Fixes in KotlinTypeMapping.kt / KotlinIrTypeMapping.kt:

**Class flags for interfaces and annotation types.** Both the FirClass
path and the BinaryJavaClass path now set ACC_INTERFACE and ACC_ABSTRACT
(and clear ACC_FINAL) for INTERFACE and ANNOTATION_CLASS, and set
ACC_ENUM for ENUM_CLASS. Previously `java.io.Serializable` had flags
1025 (Public+Abstract), `@IntrinsicCandidate` / `@ValueBased` had 17
(Public+Final); now all match the Java parser's 1537.

**Default methods on interfaces.** Non-abstract, non-static instance
methods on interfaces now carry the Default flag (bit 43). Applied in
the FirFunction path, the JavaMethod path, the IR path, and
methodInvocationType.

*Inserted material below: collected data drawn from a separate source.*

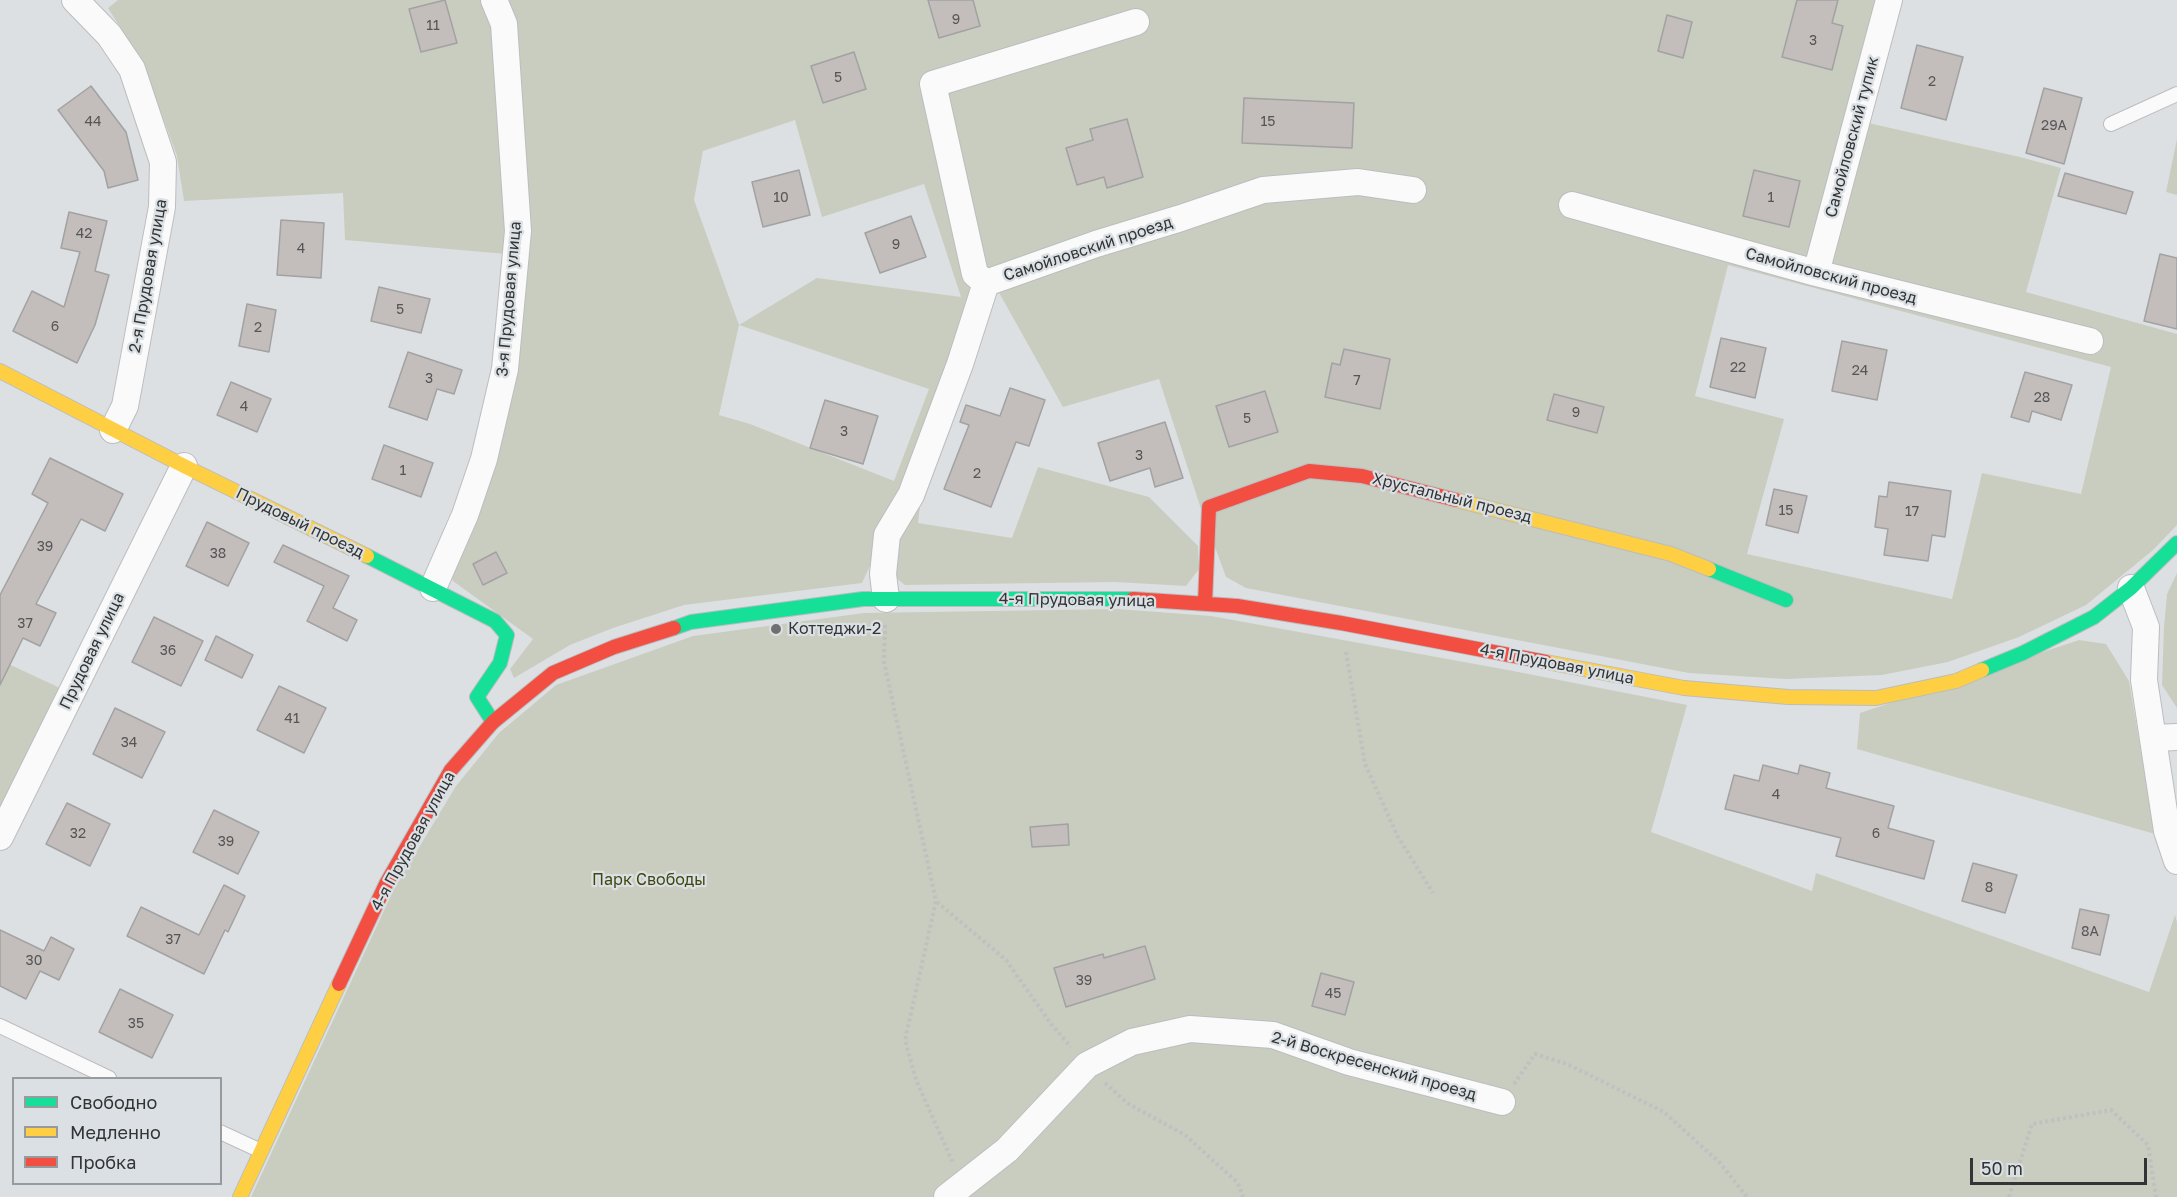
<!DOCTYPE html>
<meta charset="utf-8">
<style>
body{margin:0}
#map{position:relative;width:2177px;height:1197px;overflow:hidden;background:#dde0e2;font-family:"Golos Text",sans-serif}
canvas{display:block}
.legend{position:absolute;left:12px;top:1077px;width:210px;height:108px;box-sizing:border-box;background:#dbe0e4;border:2px solid #979b9e;margin:0;padding:8px 10px;list-style:none;font-size:18px;color:#323435}
.legend li{display:flex;align-items:center;gap:12px;height:30px}
.legend b{width:30px;border:2px solid #979b9e}
.scale{position:absolute;left:1970px;top:1158px;width:177px;height:27px;box-sizing:border-box;border:3px solid #323435;border-top:0;padding-left:8px;font-size:18px;line-height:21px;white-space:nowrap;color:#323435;-webkit-text-stroke:4px #dbe0e4;paint-order:stroke}
</style>
<div id="map">
<canvas width="2177" height="1197"></canvas>
<ul class="legend">
<li><b style="height:8px;background:#16e098"></b>Свободно</li>
<li><b style="height:8px;background:#ffcf43"></b>Медленно</li>
<li><b style="height:8px;background:#f24e42"></b>Пробка</li>
</ul>
<div class="scale">50 m</div>
</div>
<script>
const context = document.querySelector('canvas').getContext('2d');
context.lineJoin = 'round';
function fillPath(path, color) {
  context.fillStyle = color;
  context.fill(path, 'evenodd');
}
function toPath(rows) {
  const path = new Path2D();
  for (const r of rows) {
    path.moveTo(r[0], r[1]);
    for (let i = 2; i < r.length; i += 2) path.lineTo(r[i], r[i + 1]);
  }
  return path;
}
function stroke(path, color, width, dash) {
  context.strokeStyle = color;
  context.lineWidth = width;
  context.lineCap = dash ? 'butt' : 'round';
  context.setLineDash(dash || []);
  context.stroke(path);
}
function label(font, color, halo, rows, align = 'center') {
  context.font = font + ' "Golos Text",sans-serif';
  context.lineWidth = 4.5;
  context.setLineDash([]);
  context.textBaseline = 'middle';
  context.strokeStyle = halo;
  context.fillStyle = color;
  for (const [text, x, y, turn = 0] of rows) {
    context.save();
    context.translate(x, y);
    context.rotate((+turn || 0) * Math.PI / 180);
    context.textAlign = isNaN(turn) ? turn : align;
    if (halo) context.strokeText(text, 0, 0);
    context.fillText(text, 0, 0);
    context.restore();
  }
}
fillPath(toPath([
 [118,0,1877,0,1868,123,2020,157,2061,168,2026,292,2177,334,2177,525,2153,550,2086,605,2019,637,1948,662,1882,675,1786,679,1689,673,1246,588,1226,577,1201,509,1159,379,1063,407,997,289,921,497,918,523,1012,538,1038,467,1149,497,1198,546,1199,569,1186,586,1115,582,905,585,895,577,881,542,862,583,684,605,613,628,570,645,514,678,510,669,533,639,453,581,442,555,476,456,496,364,506,254,345,240,343,193,184,201,177,156,143,63,108,8],
 [795,120,822,217,924,184,961,297,817,278,739,325,694,200,703,151],
 [1728,265,2111,367,2081,494,1982,473,1952,599,1747,554,1784,419,1695,396],
 [739,325,929,389,894,481,750,424,719,415],
 [2177,139,2177,195,2166,192],
 [2177,573,2177,708,2162,685,2164,627,2167,594],
 [1118,609,1211,616,1508,670,1687,705,1651,832,1812,891,1816,873,2149,992,2175,915,2177,922,2177,1197,251,1197,394,889,456,786,499,733,556,685,693,636,864,613],
 [2079,640,2106,644,2129,681,2155,834,1857,749,1860,713],
 [0,660,60,688,0,807]
]), '#c9cdbf');
const building = toPath([
 [445,0,457,43,421,52,409,9,445,0],
 [928,0,973,0,980,26,939,38,928,0],
 [1797,0,1838,0,1832,23,1843,26,1832,70,1782,57,1797,0],
 [1667,15,1692,22,1683,58,1658,51,1667,15],
 [1917,45,1963,57,1946,120,1901,108,1917,45],
 [854,52,866,89,823,103,811,66,854,52],
 [91,86,126,132,138,180,108,188,104,171,58,110,91,86],
 [2044,88,2082,98,2064,164,2026,153,2044,88],
 [1244,98,1354,103,1352,148,1242,143,1244,98],
 [1127,119,1143,177,1107,188,1104,177,1077,185,1066,148,1093,140,1090,129,1127,119],
 [799,170,810,215,763,227,752,182,799,170],
 [1754,170,1800,181,1789,227,1743,216,1754,170],
 [2065,173,2133,192,2126,214,2058,196,2065,173],
 [69,212,107,221,95,271,109,275,95,325,77,363,13,331,32,291,64,307,80,252,61,248,69,212],
 [911,216,926,257,880,273,865,233,911,216],
 [281,220,324,223,321,278,277,275,281,220],
 [2160,254,2177,258,2177,329,2144,321,2160,254],
 [379,287,430,299,421,333,371,321,379,287],
 [247,304,276,310,269,352,239,346,247,304],
 [1721,338,1766,348,1755,398,1710,387,1721,338],
 [1842,341,1887,350,1877,400,1832,391,1842,341],
 [1344,349,1390,359,1380,409,1325,397,1332,363,1340,365,1344,349],
 [408,352,462,370,454,394,437,389,427,420,389,407,408,352],
 [2025,372,2072,385,2061,420,2032,411,2029,422,2011,417,2025,372],
 [231,382,271,399,257,432,217,415,231,382],
 [1010,388,1045,400,1029,446,1016,442,991,507,944,489,969,425,960,422,966,405,1000,416,1010,388],
 [1265,391,1278,432,1229,447,1216,406,1265,391],
 [1554,394,1604,407,1597,433,1547,420,1554,394],
 [825,400,878,416,863,464,810,448,825,400],
 [1165,422,1183,478,1155,487,1150,468,1110,481,1098,443,1165,422],
 [384,445,433,463,421,497,372,479,384,445],
 [50,458,123,494,105,531,81,519,36,604,56,613,40,646,23,638,0,685,0,595,48,503,32,494,50,458],
 [1889,482,1951,491,1945,537,1932,535,1928,561,1884,555,1888,529,1875,527,1879,496,1887,497,1889,482],
 [1774,489,1807,496,1798,533,1766,525,1774,489],
 [207,522,249,543,228,586,186,566,207,522],
 [283,545,349,576,333,608,357,620,347,641,307,621,324,586,274,562,283,545],
 [496,552,507,573,483,585,473,564,496,552],
 [154,617,203,641,181,686,132,662,154,617],
 [216,636,253,655,242,678,205,660,216,636],
 [279,686,326,708,304,753,257,730,279,686],
 [115,708,165,732,142,778,93,754,115,708],
 [1763,765,1798,774,1800,765,1830,773,1826,788,1894,806,1888,828,1934,841,1924,879,1836,856,1841,838,1725,809,1734,775,1759,781,1763,765],
 [67,803,110,824,90,866,46,844,67,803],
 [214,810,259,832,238,874,193,852,214,810],
 [1068,824,1069,845,1032,847,1030,827,1068,824],
 [1973,863,2017,875,2005,913,1962,901,1973,863],
 [224,885,245,896,228,932,225,930,204,974,127,936,141,907,199,935,224,885],
 [2080,909,2109,915,2100,955,2072,948,2080,909],
 [0,930,44,951,51,937,74,949,59,980,40,971,26,999,0,986,0,930],
 [1145,946,1155,979,1066,1007,1054,968,1103,954,1104,958,1145,946],
 [1321,973,1354,982,1345,1015,1312,1006,1321,973],
 [120,989,173,1015,152,1058,99,1032,120,989]
]);
fillPath(building, '#c3bdbc');
stroke(building, '#a2a2a3', 1.5);
const lane = toPath([
 [2111,124,2177,94],
 [0,1026,109,1078],
 [220,1132,261,1151]
]);
const street = toPath([
 [75,0,109,35,132,69,163,162,162,207,125,406,113,430],
 [1572,205,1816,273,2090,341],
 [1816,273,1889,0],
 [986,283,1096,244,1181,218,1263,190,1358,182,1413,190],
 [986,283,975,274,933,84,1136,22],
 [433,588,465,515,484,459,505,369,518,231,504,24,494,0],
 [2131,588,2146,627,2144,680,2167,831,2177,861],
 [886,599,883,574,887,535,911,495,960,364,986,283],
 [2154,738,2177,737],
 [0,837,184,466],
 [947,1197,1007,1150,1087,1065,1132,1042,1190,1029,1273,1035,1349,1062,1502,1102]
]);
const fast = toPath([
 [367,556,495,621,507,635,500,663,477,697,493,722],
 [1709,569,1786,600],
 [674,628,691,622,863,599,1133,599],
 [1982,670,2023,653,2094,617,2131,588,2177,543]
]);
const slow = toPath([
 [0,371,184,466,367,556],
 [1456,500,1671,554,1709,569],
 [1546,662,1684,688,1788,697,1876,698,1956,681,1982,670],
 [240,1197,339,984]
]);
const jam = toPath([
 [1133,599,1237,606,1341,623,1546,662],
 [1205,603,1209,507,1309,471,1362,476,1456,500],
 [339,984,386,884,451,770,493,722,553,673,614,647,674,628]
]);
stroke(lane, '#bbbdbf', 16);
stroke(street, '#bbbdbf', 28);
stroke(fast, '#bbbdbf', 16);
stroke(slow, '#bbbdbf', 16);
stroke(jam, '#bbbdbf', 16);
stroke(toPath([
 [885,625,884,662,936,901,905,1040,916,1080,953,1163],
 [1346,652,1365,764,1398,837,1433,893],
 [937,902,1006,960,1051,1024,1071,1047],
 [1105,1083,1127,1103,1185,1135,1238,1183,1243,1197],
 [1514,1084,1535,1054,1567,1064,1664,1112,1720,1163,1747,1197],
 [2009,1197,2032,1124,2111,1110,2148,1145,2156,1197]
]), '#bfc0c0', 4, [3, 3]);
stroke(lane, '#fafafb', 14);
stroke(street, '#fafafb', 26);
stroke(fast, '#16e098', 14);
stroke(slow, '#ffcf43', 14);
stroke(jam, '#f24e42', 14);
for (const [x, y, r, color] of [
 [776,629,6,"#6e7072"]
]) {
  const dot = new Path2D();
  dot.arc(x, y, r, 0, 2 * Math.PI);
  context.fillStyle = color;
  context.fill(dot);
  stroke(dot, '#dbe0e4', 2);
}
label('14px', '#565657', null, [
 ["9",956,20],
 ["11",433,26],
 ["3",1813,41],
 ["5",838,78],
 ["2",1932,82],
 ["44",93,122],
 ["15",1268,122],
 ["29А",2054,126],
 ["10",781,198],
 ["1",1771,198],
 ["42",84,234],
 ["9",896,245],
 ["4",301,249],
 ["5",400,310],
 ["6",55,327],
 ["2",258,328],
 ["22",1738,368],
 ["24",1860,371],
 ["3",429,379],
 ["7",1357,381],
 ["28",2042,398],
 ["4",244,407],
 ["9",1576,413],
 ["5",1247,419],
 ["3",844,432],
 ["3",1139,456],
 ["1",403,471],
 ["2",977,474],
 ["15",1786,511],
 ["17",1912,512],
 ["39",45,547],
 ["38",218,554],
 ["37",25,624],
 ["36",168,651],
 ["41",292,719],
 ["34",129,743],
 ["4",1776,795],
 ["32",78,834],
 ["6",1876,834],
 ["39",226,842],
 ["8",1989,888],
 ["8А",2090,932],
 ["37",173,940],
 ["30",34,961],
 ["39",1084,981],
 ["45",1333,994],
 ["35",136,1024]
]);
label('16px', '#323435', '#dbe0e4', [
 ["Самойловский тупик",1852,137,-75],
 ["Самойловский проезд",1088,249,-18],
 ["2-я Прудовая улица",148,276,-80],
 ["Самойловский проезд",1831,276,15],
 ["3-я Прудовая улица",509,299,-85],
 ["Хрустальный проезд",1452,498,14],
 ["Прудовый проезд",300,523,26],
 ["4-я Прудовая улица",1077,600,1],
 ["Прудовая улица",92,651,-64],
 ["4-я Прудовая улица",1557,664,11],
 ["4-я Прудовая улица",413,841,-61],
 ["2-й Воскресенский проезд",1374,1066,16]
]);
label('16px', '#323435', '#dbe0e4', [
 ["Коттеджи-2",788,629]
], 'left');
label('16px', '#3f470d', '#dbe0e4', [
 ["Парк Свободы",649,880]
]);
</script>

Interface instance methods also carry Abstract
(matching Java's parser) regardless of whether they have a default body.

**Annotation classes no longer synthesize a constructor.** Kotlin's FIR
includes a FirConstructor for annotation classes; the Java parser omits
constructors for annotations, so skip them here for cross-parser dedup.

**Remap Kotlin builtins for Java-origin types.** When a class whose
origin is FirDeclarationOrigin.Java has its supertype or interfaces
resolved to kotlin.Any, kotlin.Annotation, etc., remap to the Java FQN
(java.lang.Object, java.lang.annotation.Annotation, etc.). Kotlin-source
classes keep their explicit Kotlin references. Meta-annotations
(kotlin.annotation.Retention/Target/MustBeDocumented) are always remapped
in listAnnotations so Java classes' meta-annotations align.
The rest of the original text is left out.